» **TO DO**:
Determine how many of the lines below hold the word "route". Give the number and nothing else.

Collected data
————
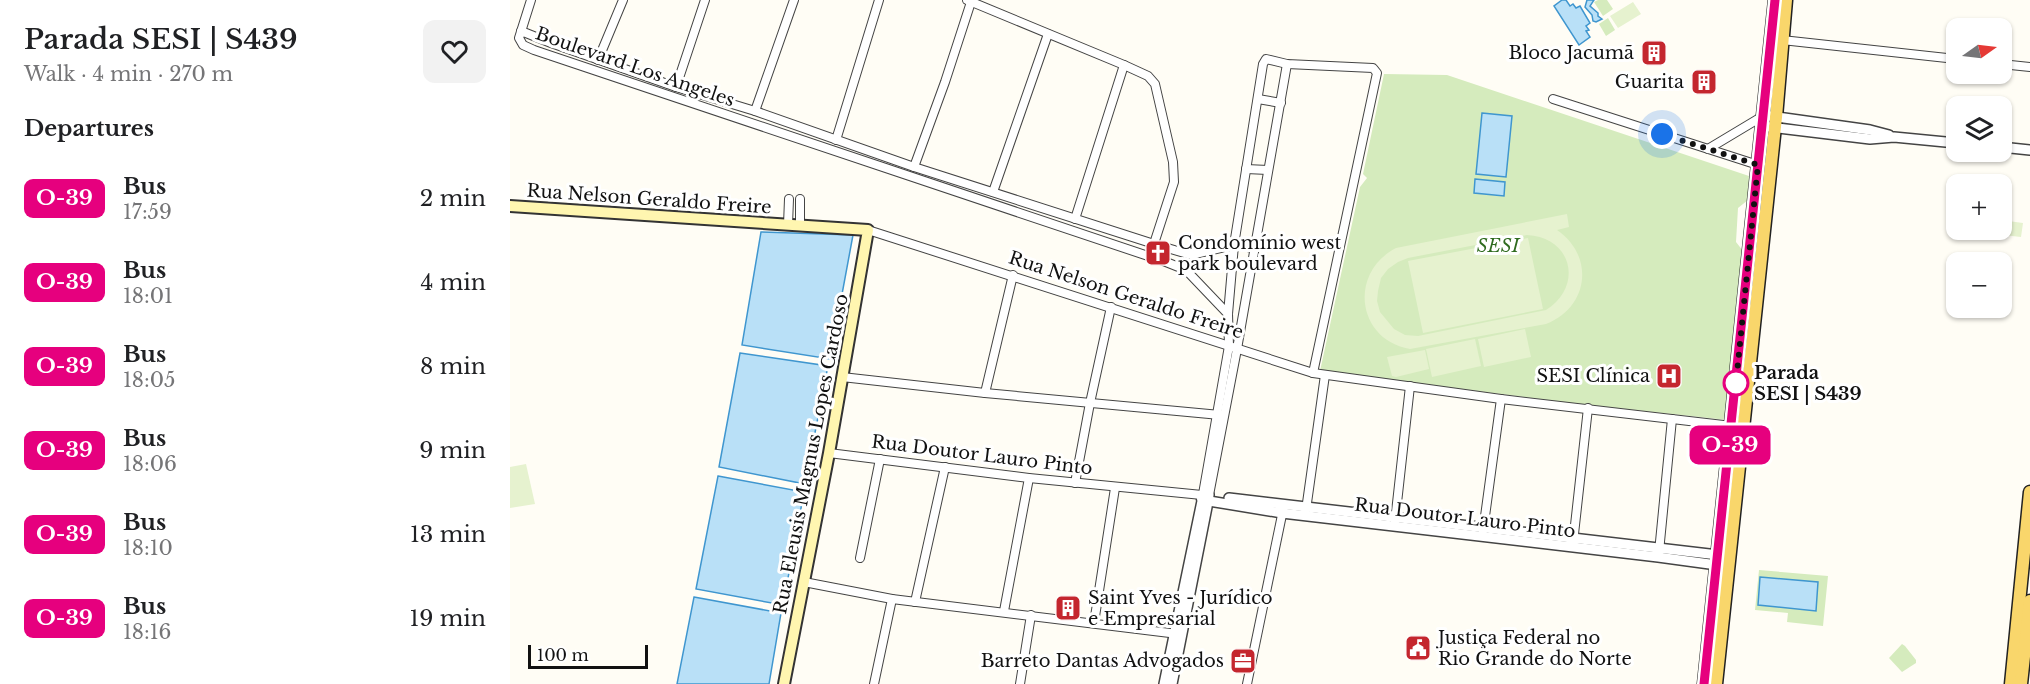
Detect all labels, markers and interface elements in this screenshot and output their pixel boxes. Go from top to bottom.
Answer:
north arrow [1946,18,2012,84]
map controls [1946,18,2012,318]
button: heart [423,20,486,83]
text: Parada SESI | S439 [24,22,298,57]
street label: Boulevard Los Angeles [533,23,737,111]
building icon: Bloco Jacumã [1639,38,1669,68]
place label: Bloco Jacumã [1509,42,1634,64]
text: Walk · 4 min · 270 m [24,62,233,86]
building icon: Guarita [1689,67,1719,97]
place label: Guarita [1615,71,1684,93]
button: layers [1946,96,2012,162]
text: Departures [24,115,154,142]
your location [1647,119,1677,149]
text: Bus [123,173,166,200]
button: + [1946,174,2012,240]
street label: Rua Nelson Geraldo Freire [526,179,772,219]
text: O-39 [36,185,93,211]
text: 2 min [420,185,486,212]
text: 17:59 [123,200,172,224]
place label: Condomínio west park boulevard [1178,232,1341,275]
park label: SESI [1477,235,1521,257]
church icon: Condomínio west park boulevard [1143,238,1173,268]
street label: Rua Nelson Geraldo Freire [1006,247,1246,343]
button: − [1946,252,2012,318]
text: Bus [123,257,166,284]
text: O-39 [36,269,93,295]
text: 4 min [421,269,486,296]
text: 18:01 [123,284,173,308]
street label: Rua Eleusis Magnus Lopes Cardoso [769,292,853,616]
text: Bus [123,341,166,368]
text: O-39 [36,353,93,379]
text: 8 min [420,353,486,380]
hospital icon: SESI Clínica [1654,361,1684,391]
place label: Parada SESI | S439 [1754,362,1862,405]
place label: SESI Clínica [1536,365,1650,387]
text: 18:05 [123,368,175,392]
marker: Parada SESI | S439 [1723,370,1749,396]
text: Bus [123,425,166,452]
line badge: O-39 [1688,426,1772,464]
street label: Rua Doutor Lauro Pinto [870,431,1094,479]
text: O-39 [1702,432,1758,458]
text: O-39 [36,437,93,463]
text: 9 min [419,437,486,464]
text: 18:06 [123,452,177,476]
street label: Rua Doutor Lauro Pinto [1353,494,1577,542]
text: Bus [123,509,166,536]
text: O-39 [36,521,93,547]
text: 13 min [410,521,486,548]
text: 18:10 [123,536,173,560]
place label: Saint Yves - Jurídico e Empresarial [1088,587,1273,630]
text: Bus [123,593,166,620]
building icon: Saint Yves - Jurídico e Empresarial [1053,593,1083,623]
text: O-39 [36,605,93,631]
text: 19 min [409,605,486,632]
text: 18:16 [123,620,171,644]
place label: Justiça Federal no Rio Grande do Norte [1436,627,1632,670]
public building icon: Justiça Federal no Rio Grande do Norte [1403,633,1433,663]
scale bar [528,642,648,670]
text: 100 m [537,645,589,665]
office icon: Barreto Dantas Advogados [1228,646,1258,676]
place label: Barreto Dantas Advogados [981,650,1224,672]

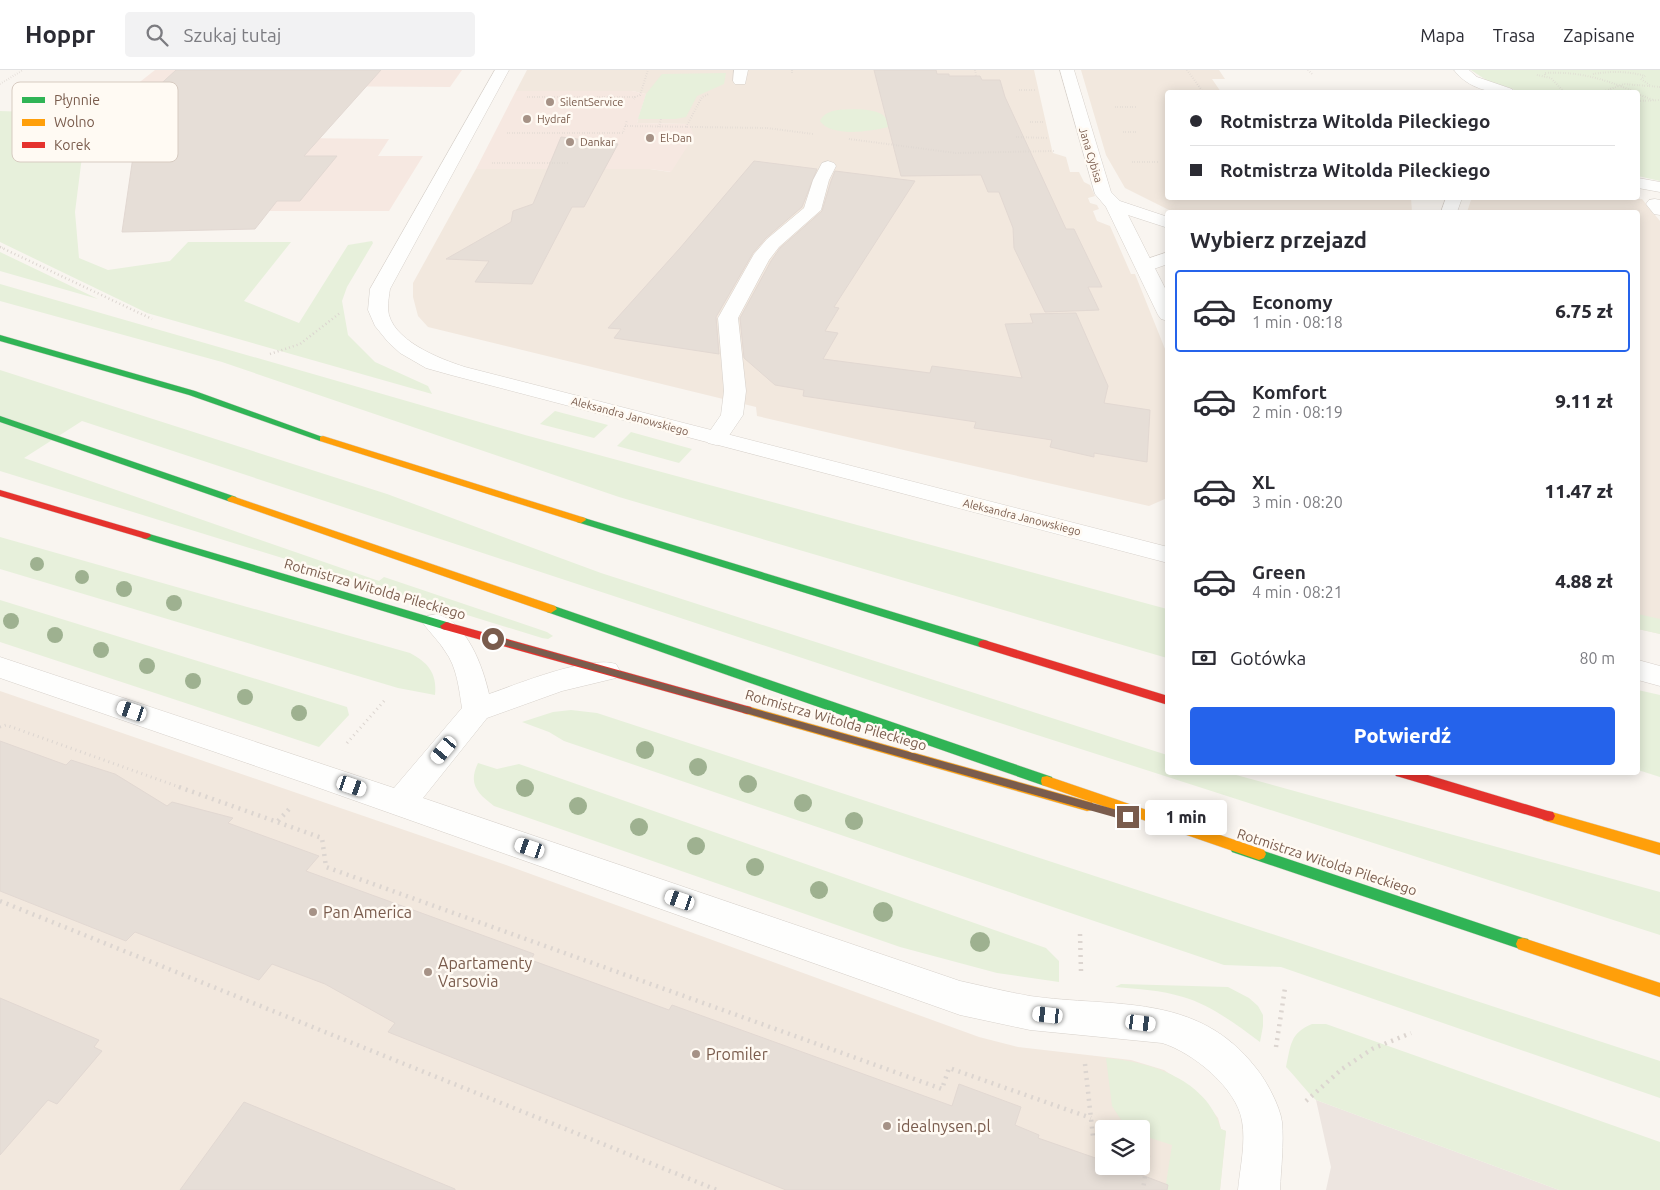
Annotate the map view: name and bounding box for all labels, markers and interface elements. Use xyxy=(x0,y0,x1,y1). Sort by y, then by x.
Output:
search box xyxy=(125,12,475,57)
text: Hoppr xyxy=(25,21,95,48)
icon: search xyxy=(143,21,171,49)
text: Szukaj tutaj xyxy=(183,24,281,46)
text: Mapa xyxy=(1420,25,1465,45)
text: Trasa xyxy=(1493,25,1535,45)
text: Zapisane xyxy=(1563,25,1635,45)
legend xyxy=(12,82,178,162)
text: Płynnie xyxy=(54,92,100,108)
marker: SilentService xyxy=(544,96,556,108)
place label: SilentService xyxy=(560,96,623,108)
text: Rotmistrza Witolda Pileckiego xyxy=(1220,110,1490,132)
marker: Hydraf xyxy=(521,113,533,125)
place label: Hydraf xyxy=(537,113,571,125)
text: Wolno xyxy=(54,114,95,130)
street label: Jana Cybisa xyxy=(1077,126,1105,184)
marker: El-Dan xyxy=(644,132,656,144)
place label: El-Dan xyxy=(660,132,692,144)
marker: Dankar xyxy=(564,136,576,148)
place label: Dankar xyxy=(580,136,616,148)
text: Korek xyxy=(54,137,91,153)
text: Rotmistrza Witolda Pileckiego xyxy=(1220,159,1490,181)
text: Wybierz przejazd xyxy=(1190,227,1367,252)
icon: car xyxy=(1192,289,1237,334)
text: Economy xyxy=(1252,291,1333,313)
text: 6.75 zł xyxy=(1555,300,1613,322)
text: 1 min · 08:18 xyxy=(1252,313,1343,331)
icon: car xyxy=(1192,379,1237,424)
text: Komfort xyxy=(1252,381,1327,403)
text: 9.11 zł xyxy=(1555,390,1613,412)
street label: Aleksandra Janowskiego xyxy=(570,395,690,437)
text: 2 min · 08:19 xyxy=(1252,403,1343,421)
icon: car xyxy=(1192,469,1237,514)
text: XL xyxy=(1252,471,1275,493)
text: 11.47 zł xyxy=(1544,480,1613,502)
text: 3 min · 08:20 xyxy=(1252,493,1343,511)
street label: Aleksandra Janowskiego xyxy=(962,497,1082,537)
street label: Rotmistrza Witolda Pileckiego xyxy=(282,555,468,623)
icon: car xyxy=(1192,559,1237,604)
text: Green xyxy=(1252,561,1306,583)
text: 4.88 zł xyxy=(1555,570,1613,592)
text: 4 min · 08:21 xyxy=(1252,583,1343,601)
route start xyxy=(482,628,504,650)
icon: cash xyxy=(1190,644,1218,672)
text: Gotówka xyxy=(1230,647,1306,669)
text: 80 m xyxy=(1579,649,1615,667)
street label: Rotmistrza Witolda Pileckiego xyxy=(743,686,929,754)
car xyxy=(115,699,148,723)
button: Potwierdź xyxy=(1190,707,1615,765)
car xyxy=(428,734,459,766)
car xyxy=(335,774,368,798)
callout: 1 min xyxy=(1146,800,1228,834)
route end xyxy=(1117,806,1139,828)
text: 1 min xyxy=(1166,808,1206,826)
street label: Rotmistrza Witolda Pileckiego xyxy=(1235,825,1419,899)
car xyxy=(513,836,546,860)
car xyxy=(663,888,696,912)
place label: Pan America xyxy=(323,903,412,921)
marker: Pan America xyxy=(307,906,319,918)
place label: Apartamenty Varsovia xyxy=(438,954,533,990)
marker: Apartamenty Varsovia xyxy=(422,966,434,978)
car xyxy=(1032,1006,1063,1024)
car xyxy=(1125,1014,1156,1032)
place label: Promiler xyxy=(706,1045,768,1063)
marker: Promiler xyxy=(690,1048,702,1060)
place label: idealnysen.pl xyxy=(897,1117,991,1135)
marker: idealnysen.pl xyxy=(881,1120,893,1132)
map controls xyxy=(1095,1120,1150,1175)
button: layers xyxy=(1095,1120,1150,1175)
————
» **RESPONSE**:
2